The wild fire of being Gaelic and in love raced hot in Flaherty's veins, his heart like a giant hot burning star, reaching in a graceful heated arc to hers, enfolding, melding, melting with hers, bright like diamonds, fusing their hearts as surely as a single electron fuses with a hydrogen nucleus, surely in that same heat reciprocating orbits with hers, making the life of the one the life of the other.

Circles they were, a perfection of circles, like suns and rings and bubbles and mathematical proofs and all perfection of the universe, all hearts arcing and reaching like bright stars, self-igniting and sustaining, luminous and white-hot.

They spoke of love after, he eager and all earnestness, she shyly, oblique and halting. "I love you," he whispered. And then there was the proposal of marriage, the family circle complete, all orbits in a single home, hydrogen fused. "We'll marry," she promised. "I want to have children." She'd smiled a knowing smile, and kissed him, shy but full of meaning.

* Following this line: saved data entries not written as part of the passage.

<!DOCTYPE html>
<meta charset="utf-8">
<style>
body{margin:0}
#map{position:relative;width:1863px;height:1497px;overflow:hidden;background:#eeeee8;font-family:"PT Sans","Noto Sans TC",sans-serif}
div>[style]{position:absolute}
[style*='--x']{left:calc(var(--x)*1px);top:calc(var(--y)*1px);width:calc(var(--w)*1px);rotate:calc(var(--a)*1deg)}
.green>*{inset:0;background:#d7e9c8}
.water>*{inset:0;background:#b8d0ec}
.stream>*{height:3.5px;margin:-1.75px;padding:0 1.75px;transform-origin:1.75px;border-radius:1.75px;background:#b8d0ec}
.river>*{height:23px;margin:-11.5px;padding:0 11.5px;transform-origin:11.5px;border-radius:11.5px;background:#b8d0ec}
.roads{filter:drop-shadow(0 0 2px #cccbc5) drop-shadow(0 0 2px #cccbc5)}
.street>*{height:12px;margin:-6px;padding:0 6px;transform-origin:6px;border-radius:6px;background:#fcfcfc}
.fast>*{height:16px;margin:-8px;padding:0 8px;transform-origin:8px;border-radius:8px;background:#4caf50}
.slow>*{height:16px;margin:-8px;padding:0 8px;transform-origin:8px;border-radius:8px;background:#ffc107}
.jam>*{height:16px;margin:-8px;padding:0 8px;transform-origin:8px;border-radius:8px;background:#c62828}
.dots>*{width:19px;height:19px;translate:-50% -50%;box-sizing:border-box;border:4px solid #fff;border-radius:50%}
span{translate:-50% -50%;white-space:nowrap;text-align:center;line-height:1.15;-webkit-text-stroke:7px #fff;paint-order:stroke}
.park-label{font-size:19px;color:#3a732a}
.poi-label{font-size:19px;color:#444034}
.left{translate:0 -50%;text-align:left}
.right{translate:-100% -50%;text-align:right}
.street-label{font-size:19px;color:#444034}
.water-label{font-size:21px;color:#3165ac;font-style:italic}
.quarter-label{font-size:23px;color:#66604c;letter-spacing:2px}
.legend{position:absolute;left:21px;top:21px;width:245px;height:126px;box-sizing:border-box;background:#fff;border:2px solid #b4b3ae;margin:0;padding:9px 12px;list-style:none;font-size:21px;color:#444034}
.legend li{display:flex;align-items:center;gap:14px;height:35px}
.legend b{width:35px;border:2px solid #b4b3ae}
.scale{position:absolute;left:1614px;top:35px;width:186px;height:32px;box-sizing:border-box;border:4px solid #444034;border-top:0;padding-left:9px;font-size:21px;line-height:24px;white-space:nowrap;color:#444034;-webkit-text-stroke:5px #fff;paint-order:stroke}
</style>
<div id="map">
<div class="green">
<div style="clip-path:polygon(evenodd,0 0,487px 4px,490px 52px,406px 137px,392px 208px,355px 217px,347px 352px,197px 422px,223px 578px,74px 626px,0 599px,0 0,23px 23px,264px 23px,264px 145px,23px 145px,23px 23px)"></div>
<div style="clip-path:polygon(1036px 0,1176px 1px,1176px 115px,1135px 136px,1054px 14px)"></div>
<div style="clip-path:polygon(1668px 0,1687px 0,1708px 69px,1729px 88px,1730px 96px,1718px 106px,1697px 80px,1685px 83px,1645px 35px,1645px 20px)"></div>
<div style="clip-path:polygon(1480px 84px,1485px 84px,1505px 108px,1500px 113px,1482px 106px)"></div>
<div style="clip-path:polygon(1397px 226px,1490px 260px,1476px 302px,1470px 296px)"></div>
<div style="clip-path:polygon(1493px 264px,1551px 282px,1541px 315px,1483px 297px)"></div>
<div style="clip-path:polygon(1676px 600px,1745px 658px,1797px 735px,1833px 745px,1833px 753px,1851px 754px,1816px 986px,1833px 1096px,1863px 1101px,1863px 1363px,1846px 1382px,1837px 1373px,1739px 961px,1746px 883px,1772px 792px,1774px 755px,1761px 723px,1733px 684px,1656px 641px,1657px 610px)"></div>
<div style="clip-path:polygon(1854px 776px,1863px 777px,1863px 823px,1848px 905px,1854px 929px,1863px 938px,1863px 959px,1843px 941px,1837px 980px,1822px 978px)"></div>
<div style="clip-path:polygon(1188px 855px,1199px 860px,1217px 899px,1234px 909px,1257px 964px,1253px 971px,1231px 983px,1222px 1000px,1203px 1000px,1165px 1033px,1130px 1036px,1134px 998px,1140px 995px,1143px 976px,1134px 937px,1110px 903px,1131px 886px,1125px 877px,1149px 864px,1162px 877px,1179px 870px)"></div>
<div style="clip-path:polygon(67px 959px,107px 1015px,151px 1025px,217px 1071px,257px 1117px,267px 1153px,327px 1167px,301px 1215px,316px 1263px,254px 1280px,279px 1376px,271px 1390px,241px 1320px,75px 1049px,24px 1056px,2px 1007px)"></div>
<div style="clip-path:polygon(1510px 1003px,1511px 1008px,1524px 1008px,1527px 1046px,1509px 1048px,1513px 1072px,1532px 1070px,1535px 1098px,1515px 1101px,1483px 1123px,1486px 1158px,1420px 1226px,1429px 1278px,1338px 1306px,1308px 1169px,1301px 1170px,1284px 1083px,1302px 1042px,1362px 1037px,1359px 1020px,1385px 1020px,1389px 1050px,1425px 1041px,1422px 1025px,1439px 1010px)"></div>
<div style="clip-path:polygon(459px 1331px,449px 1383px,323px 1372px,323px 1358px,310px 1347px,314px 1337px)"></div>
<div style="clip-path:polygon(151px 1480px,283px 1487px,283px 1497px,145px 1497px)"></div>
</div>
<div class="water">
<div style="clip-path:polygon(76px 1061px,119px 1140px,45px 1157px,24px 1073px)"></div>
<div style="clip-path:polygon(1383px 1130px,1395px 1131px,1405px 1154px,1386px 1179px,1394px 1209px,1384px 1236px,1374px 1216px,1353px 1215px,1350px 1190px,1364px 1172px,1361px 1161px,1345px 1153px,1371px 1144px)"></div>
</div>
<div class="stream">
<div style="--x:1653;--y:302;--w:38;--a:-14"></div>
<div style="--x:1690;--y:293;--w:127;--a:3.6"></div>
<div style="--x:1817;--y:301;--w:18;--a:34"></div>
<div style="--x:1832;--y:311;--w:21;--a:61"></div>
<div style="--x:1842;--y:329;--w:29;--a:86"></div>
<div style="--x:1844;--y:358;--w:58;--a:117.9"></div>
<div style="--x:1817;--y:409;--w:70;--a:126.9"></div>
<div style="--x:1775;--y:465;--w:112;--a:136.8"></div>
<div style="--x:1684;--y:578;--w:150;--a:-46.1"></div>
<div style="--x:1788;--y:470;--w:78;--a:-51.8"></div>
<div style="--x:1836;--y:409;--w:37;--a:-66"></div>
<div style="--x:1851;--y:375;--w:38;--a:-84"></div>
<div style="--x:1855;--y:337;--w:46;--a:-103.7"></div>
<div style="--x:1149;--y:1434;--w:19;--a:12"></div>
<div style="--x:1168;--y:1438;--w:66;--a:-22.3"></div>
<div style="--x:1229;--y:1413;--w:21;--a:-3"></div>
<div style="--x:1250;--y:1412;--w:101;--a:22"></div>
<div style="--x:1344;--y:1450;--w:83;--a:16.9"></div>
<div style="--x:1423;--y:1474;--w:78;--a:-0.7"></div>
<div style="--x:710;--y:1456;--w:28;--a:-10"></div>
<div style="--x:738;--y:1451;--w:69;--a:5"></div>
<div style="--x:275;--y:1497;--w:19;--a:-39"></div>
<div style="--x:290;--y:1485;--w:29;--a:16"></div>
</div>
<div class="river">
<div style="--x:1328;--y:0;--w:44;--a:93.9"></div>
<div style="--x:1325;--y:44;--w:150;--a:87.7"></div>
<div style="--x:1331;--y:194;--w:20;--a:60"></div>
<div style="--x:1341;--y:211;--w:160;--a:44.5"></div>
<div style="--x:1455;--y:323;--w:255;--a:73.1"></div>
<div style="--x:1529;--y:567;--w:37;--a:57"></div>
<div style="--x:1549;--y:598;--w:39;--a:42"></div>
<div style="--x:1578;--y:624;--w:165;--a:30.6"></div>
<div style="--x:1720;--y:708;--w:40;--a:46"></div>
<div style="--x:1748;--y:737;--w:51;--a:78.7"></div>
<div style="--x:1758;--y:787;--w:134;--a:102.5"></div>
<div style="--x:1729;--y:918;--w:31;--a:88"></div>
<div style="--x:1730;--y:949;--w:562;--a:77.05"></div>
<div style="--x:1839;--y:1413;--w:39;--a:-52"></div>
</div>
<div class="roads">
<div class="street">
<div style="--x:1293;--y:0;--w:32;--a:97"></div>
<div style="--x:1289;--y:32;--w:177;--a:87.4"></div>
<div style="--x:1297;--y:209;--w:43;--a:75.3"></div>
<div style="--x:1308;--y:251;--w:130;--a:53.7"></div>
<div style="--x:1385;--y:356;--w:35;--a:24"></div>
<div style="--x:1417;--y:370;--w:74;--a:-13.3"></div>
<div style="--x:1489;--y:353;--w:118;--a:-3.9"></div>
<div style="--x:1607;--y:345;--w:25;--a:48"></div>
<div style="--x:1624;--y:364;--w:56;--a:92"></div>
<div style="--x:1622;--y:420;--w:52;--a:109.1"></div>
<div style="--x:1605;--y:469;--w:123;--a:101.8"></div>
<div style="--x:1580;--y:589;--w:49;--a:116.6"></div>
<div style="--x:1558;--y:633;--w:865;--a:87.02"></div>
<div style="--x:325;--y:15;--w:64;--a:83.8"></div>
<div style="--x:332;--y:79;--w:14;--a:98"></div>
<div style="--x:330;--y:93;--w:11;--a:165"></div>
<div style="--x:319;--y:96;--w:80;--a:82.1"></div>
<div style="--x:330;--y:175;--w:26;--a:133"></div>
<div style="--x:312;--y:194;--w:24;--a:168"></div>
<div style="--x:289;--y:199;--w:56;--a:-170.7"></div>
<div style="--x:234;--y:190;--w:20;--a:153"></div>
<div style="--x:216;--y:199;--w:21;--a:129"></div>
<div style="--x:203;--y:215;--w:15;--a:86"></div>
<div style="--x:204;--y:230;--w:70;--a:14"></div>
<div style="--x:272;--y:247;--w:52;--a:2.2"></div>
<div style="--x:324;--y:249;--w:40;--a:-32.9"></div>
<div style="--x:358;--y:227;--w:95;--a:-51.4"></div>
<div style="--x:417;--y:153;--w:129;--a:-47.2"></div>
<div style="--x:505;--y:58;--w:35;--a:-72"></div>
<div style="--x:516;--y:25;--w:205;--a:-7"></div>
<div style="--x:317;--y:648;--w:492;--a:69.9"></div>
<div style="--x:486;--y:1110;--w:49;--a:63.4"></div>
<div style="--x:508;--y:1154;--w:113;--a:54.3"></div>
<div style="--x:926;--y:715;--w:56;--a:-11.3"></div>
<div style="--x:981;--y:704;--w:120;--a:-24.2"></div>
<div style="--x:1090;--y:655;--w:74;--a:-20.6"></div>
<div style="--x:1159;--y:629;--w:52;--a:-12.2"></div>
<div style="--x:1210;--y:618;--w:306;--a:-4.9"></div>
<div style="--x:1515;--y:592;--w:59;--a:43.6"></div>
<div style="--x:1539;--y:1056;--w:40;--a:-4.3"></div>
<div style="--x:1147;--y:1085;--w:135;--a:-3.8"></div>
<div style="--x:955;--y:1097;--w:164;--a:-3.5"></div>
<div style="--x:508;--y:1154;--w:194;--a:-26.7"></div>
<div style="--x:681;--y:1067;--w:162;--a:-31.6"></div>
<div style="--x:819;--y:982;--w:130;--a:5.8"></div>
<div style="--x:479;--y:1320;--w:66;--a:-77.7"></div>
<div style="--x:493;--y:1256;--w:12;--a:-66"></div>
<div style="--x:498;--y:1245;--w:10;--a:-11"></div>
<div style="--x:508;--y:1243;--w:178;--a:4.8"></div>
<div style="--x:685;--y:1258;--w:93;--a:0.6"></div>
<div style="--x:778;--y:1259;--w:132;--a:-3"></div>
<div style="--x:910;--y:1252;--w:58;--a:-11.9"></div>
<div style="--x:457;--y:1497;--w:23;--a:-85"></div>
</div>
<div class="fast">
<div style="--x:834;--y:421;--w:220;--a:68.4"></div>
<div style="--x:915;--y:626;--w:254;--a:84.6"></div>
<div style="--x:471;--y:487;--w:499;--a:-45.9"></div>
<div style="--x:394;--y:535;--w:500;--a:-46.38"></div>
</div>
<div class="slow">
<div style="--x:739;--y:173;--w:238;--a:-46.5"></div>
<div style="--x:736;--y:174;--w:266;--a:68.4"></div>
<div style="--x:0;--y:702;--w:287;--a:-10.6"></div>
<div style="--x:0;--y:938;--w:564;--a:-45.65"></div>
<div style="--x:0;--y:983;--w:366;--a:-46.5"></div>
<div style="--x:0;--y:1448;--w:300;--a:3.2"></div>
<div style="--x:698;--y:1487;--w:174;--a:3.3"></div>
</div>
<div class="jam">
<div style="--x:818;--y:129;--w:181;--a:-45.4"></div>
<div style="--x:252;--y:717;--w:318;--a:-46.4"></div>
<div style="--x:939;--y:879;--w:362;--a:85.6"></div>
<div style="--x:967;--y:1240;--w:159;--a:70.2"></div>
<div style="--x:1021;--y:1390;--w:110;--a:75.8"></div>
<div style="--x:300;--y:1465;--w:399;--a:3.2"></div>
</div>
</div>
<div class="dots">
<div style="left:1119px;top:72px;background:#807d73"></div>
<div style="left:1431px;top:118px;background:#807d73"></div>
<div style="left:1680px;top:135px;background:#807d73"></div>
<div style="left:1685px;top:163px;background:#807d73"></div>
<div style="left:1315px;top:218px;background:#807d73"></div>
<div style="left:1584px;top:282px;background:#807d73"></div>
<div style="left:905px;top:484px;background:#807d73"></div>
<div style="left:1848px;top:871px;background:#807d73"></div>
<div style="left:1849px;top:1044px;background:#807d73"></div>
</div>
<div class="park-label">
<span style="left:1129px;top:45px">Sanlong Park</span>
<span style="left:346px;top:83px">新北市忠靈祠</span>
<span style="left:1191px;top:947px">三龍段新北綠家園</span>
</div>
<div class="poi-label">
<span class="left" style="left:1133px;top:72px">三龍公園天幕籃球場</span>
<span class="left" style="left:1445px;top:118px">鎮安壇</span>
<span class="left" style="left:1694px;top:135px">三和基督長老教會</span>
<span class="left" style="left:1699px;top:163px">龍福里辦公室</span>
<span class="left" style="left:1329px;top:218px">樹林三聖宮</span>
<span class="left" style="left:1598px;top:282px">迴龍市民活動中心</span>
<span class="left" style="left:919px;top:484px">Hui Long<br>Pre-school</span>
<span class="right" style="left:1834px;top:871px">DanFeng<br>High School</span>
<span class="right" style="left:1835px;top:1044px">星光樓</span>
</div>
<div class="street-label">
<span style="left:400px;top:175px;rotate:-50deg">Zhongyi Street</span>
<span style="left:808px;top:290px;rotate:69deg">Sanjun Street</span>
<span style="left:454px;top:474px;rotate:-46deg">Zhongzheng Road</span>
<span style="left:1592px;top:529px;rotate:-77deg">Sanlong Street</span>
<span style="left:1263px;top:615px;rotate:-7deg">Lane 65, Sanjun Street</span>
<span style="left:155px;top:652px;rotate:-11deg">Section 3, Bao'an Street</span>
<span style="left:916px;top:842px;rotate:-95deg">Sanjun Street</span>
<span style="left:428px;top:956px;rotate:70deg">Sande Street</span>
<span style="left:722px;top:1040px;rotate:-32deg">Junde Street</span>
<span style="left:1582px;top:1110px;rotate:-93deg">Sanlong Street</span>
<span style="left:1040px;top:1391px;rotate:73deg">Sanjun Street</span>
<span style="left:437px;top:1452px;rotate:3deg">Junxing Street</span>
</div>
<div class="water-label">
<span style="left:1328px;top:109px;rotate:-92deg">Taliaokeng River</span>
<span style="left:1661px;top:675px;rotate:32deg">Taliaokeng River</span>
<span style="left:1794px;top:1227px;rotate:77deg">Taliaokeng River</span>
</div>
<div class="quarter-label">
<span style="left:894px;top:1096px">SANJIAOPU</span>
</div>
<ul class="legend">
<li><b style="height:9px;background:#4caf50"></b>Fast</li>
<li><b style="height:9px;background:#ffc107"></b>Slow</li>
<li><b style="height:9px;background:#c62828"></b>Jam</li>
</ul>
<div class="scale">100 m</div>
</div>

They planned the wedding together. She went to the Captain to secure an arrangement. "We must wait until after the wedding," she said, "before we can be together. She blushed. "You know," she said. They exchanged knowing smiles.

A heart that is in love is like a burning sun. Flaherty's burned like ten thousand suns. He loved Alaexandra with ten thousand hearts, each a star flaming out into the universe, a cauldron in the blackness. The wedding drew nearer.

She summoned him to the office. No--not summoned. They were lovers, after all.

"I should have spoken to you sooner," she was saying as Flaherty seated himself in her office. The Captain was there, smiling. She sat next to him, erect. "I am sorry that I did not speak to you sooner. I love you, Eamon Flaherty. This you know. But I love the Captain, too. This you don't."

Flaherty looked from Jax--Alexandra--to the Captain. She was clasping the Captain's hand as she spoke. "The Captain and I will marry soon. I am carrying his child. I want to have children."

A singularity is a circle, a perfect circle like suns and rings and mathematical proofs, a point of infinite everything and nothingness. There was a singularity in the center of him, the tidal forces of infinite everything and nothingness tearing at him, ripping electron from nucleus, detonating him, the shock waves traveling out in circles, trembling him, convulsing him in a moment, a lifetime of deep and permanent shame white-hot, spreading outward in blush and open jaw and bulging disbelieving eyes, the circle distorted, torn into an uneven jagged triangle, the hypotenuse bizarre and naked and outside of the figure it defined and supported.

The Captain kept smiling. She only had eyes for the Captain. Her eyes, like diamonds.

The Captain spoke, once. "Oh, and by the way, Lieutenant, you've been reassigned. To the Forsaken."